[[ STORED DATA open ]]

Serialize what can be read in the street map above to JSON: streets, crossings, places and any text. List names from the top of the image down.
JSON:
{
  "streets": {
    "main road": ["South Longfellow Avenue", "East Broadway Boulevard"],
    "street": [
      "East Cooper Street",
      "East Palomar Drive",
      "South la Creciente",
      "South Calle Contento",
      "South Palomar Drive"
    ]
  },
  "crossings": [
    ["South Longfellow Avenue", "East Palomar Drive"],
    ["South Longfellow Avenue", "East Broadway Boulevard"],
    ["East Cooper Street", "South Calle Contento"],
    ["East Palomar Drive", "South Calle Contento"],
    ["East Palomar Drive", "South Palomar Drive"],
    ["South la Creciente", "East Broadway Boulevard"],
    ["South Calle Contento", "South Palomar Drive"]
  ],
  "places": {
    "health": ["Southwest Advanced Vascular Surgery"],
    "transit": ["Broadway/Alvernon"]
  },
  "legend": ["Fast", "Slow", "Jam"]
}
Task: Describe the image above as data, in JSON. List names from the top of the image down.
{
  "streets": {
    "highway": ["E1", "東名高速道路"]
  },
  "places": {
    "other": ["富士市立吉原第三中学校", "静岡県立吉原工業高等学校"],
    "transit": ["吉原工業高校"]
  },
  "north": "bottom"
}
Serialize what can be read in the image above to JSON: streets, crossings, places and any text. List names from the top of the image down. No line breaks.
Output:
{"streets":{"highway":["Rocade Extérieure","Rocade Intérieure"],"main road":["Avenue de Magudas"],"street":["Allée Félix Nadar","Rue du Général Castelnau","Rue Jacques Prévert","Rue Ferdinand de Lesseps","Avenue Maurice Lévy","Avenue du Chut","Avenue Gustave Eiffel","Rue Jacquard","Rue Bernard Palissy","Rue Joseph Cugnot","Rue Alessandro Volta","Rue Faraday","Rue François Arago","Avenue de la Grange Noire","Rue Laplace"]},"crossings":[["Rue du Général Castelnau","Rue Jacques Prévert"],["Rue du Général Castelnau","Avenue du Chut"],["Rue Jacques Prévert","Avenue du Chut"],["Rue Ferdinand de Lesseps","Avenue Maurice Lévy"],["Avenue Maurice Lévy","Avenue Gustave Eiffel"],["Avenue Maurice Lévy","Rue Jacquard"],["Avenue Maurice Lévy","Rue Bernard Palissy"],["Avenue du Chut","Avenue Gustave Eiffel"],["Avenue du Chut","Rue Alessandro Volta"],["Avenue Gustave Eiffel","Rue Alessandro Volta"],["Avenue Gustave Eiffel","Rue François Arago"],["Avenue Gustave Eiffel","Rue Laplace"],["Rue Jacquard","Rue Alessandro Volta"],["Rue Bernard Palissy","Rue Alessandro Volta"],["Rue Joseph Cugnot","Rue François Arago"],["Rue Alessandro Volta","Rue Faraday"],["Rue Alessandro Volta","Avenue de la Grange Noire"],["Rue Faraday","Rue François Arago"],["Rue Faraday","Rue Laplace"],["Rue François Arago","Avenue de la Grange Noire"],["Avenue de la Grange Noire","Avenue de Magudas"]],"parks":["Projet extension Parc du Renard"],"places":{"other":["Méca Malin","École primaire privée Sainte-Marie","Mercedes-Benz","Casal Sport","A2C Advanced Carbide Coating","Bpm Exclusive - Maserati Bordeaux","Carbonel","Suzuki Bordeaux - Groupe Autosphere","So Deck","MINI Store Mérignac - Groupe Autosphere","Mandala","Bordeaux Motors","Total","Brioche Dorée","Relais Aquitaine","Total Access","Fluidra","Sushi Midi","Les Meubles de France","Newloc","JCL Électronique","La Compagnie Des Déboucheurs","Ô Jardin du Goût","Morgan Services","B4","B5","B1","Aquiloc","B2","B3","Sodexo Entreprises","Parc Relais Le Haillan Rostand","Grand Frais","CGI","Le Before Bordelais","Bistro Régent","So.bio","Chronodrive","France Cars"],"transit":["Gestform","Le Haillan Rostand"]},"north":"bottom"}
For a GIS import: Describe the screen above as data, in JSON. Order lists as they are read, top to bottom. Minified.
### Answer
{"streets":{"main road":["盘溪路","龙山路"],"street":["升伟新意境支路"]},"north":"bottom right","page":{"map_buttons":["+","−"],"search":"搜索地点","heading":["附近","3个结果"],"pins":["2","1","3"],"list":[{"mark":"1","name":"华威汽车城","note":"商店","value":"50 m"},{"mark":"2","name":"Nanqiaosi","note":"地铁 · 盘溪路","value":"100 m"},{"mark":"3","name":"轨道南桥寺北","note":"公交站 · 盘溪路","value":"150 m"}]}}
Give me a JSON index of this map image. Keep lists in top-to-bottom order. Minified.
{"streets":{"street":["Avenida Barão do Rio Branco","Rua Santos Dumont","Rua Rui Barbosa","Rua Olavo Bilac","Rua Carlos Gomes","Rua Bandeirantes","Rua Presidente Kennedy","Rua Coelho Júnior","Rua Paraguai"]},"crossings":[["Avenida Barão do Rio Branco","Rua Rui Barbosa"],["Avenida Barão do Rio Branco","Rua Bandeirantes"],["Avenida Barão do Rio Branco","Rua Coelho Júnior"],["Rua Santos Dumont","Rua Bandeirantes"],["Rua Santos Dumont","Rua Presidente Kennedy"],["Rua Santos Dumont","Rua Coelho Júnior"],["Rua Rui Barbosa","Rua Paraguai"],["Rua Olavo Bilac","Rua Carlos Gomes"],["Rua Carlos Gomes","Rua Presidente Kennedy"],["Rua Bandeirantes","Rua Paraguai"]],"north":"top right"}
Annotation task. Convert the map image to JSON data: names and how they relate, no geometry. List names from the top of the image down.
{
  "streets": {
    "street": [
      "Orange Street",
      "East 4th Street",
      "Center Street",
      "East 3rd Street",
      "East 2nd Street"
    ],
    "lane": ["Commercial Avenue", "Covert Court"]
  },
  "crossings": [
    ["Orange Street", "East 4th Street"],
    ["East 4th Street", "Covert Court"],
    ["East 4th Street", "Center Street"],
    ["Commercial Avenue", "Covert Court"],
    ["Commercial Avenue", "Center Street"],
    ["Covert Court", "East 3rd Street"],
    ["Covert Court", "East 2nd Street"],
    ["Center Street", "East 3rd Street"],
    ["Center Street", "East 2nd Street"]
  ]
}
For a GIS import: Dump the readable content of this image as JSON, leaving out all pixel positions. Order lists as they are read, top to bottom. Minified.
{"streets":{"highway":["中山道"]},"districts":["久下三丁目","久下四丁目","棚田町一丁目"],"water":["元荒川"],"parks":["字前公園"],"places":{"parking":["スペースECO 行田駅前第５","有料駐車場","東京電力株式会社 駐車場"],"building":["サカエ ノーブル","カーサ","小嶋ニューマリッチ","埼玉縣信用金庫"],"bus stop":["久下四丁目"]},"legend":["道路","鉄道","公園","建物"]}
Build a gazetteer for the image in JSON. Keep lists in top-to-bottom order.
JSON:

[[ STORED DATA closed ]]

All of the records above are to be returned exactly as they stand.

- _TASK RESPONSE_
Serialize what can be read in the street map above to JSON: streets, crossings, places and any text. List names from the top of the image down.
JSON:
{
  "streets": {
    "main road": ["South Longfellow Avenue", "East Broadway Boulevard"],
    "street": [
      "East Cooper Street",
      "East Palomar Drive",
      "South la Creciente",
      "South Calle Contento",
      "South Palomar Drive"
    ]
  },
  "crossings": [
    ["South Longfellow Avenue", "East Palomar Drive"],
    ["South Longfellow Avenue", "East Broadway Boulevard"],
    ["East Cooper Street", "South Calle Contento"],
    ["East Palomar Drive", "South Calle Contento"],
    ["East Palomar Drive", "South Palomar Drive"],
    ["South la Creciente", "East Broadway Boulevard"],
    ["South Calle Contento", "South Palomar Drive"]
  ],
  "places": {
    "health": ["Southwest Advanced Vascular Surgery"],
    "transit": ["Broadway/Alvernon"]
  },
  "legend": ["Fast", "Slow", "Jam"]
}
Task: Describe the image above as data, in JSON. List names from the top of the image down.
{
  "streets": {
    "highway": ["E1", "東名高速道路"]
  },
  "places": {
    "other": ["富士市立吉原第三中学校", "静岡県立吉原工業高等学校"],
    "transit": ["吉原工業高校"]
  },
  "north": "bottom"
}
Serialize what can be read in the image above to JSON: streets, crossings, places and any text. List names from the top of the image down. No line breaks.
Output:
{"streets":{"highway":["Rocade Extérieure","Rocade Intérieure"],"main road":["Avenue de Magudas"],"street":["Allée Félix Nadar","Rue du Général Castelnau","Rue Jacques Prévert","Rue Ferdinand de Lesseps","Avenue Maurice Lévy","Avenue du Chut","Avenue Gustave Eiffel","Rue Jacquard","Rue Bernard Palissy","Rue Joseph Cugnot","Rue Alessandro Volta","Rue Faraday","Rue François Arago","Avenue de la Grange Noire","Rue Laplace"]},"crossings":[["Rue du Général Castelnau","Rue Jacques Prévert"],["Rue du Général Castelnau","Avenue du Chut"],["Rue Jacques Prévert","Avenue du Chut"],["Rue Ferdinand de Lesseps","Avenue Maurice Lévy"],["Avenue Maurice Lévy","Avenue Gustave Eiffel"],["Avenue Maurice Lévy","Rue Jacquard"],["Avenue Maurice Lévy","Rue Bernard Palissy"],["Avenue du Chut","Avenue Gustave Eiffel"],["Avenue du Chut","Rue Alessandro Volta"],["Avenue Gustave Eiffel","Rue Alessandro Volta"],["Avenue Gustave Eiffel","Rue François Arago"],["Avenue Gustave Eiffel","Rue Laplace"],["Rue Jacquard","Rue Alessandro Volta"],["Rue Bernard Palissy","Rue Alessandro Volta"],["Rue Joseph Cugnot","Rue François Arago"],["Rue Alessandro Volta","Rue Faraday"],["Rue Alessandro Volta","Avenue de la Grange Noire"],["Rue Faraday","Rue François Arago"],["Rue Faraday","Rue Laplace"],["Rue François Arago","Avenue de la Grange Noire"],["Avenue de la Grange Noire","Avenue de Magudas"]],"parks":["Projet extension Parc du Renard"],"places":{"other":["Méca Malin","École primaire privée Sainte-Marie","Mercedes-Benz","Casal Sport","A2C Advanced Carbide Coating","Bpm Exclusive - Maserati Bordeaux","Carbonel","Suzuki Bordeaux - Groupe Autosphere","So Deck","MINI Store Mérignac - Groupe Autosphere","Mandala","Bordeaux Motors","Total","Brioche Dorée","Relais Aquitaine","Total Access","Fluidra","Sushi Midi","Les Meubles de France","Newloc","JCL Électronique","La Compagnie Des Déboucheurs","Ô Jardin du Goût","Morgan Services","B4","B5","B1","Aquiloc","B2","B3","Sodexo Entreprises","Parc Relais Le Haillan Rostand","Grand Frais","CGI","Le Before Bordelais","Bistro Régent","So.bio","Chronodrive","France Cars"],"transit":["Gestform","Le Haillan Rostand"]},"north":"bottom"}
For a GIS import: Describe the screen above as data, in JSON. Order lists as they are read, top to bottom. Minified.
### Answer
{"streets":{"main road":["盘溪路","龙山路"],"street":["升伟新意境支路"]},"north":"bottom right","page":{"map_buttons":["+","−"],"search":"搜索地点","heading":["附近","3个结果"],"pins":["2","1","3"],"list":[{"mark":"1","name":"华威汽车城","note":"商店","value":"50 m"},{"mark":"2","name":"Nanqiaosi","note":"地铁 · 盘溪路","value":"100 m"},{"mark":"3","name":"轨道南桥寺北","note":"公交站 · 盘溪路","value":"150 m"}]}}
Give me a JSON index of this map image. Keep lists in top-to-bottom order. Minified.
{"streets":{"street":["Avenida Barão do Rio Branco","Rua Santos Dumont","Rua Rui Barbosa","Rua Olavo Bilac","Rua Carlos Gomes","Rua Bandeirantes","Rua Presidente Kennedy","Rua Coelho Júnior","Rua Paraguai"]},"crossings":[["Avenida Barão do Rio Branco","Rua Rui Barbosa"],["Avenida Barão do Rio Branco","Rua Bandeirantes"],["Avenida Barão do Rio Branco","Rua Coelho Júnior"],["Rua Santos Dumont","Rua Bandeirantes"],["Rua Santos Dumont","Rua Presidente Kennedy"],["Rua Santos Dumont","Rua Coelho Júnior"],["Rua Rui Barbosa","Rua Paraguai"],["Rua Olavo Bilac","Rua Carlos Gomes"],["Rua Carlos Gomes","Rua Presidente Kennedy"],["Rua Bandeirantes","Rua Paraguai"]],"north":"top right"}
Annotation task. Convert the map image to JSON data: names and how they relate, no geometry. List names from the top of the image down.
{
  "streets": {
    "street": [
      "Orange Street",
      "East 4th Street",
      "Center Street",
      "East 3rd Street",
      "East 2nd Street"
    ],
    "lane": ["Commercial Avenue", "Covert Court"]
  },
  "crossings": [
    ["Orange Street", "East 4th Street"],
    ["East 4th Street", "Covert Court"],
    ["East 4th Street", "Center Street"],
    ["Commercial Avenue", "Covert Court"],
    ["Commercial Avenue", "Center Street"],
    ["Covert Court", "East 3rd Street"],
    ["Covert Court", "East 2nd Street"],
    ["Center Street", "East 3rd Street"],
    ["Center Street", "East 2nd Street"]
  ]
}
For a GIS import: Dump the readable content of this image as JSON, leaving out all pixel positions. Order lists as they are read, top to bottom. Minified.
{"streets":{"highway":["中山道"]},"districts":["久下三丁目","久下四丁目","棚田町一丁目"],"water":["元荒川"],"parks":["字前公園"],"places":{"parking":["スペースECO 行田駅前第５","有料駐車場","東京電力株式会社 駐車場"],"building":["サカエ ノーブル","カーサ","小嶋ニューマリッチ","埼玉縣信用金庫"],"bus stop":["久下四丁目"]},"legend":["道路","鉄道","公園","建物"]}
Build a gazetteer for the image in JSON. Keep lists in top-to-bottom order.
JSON:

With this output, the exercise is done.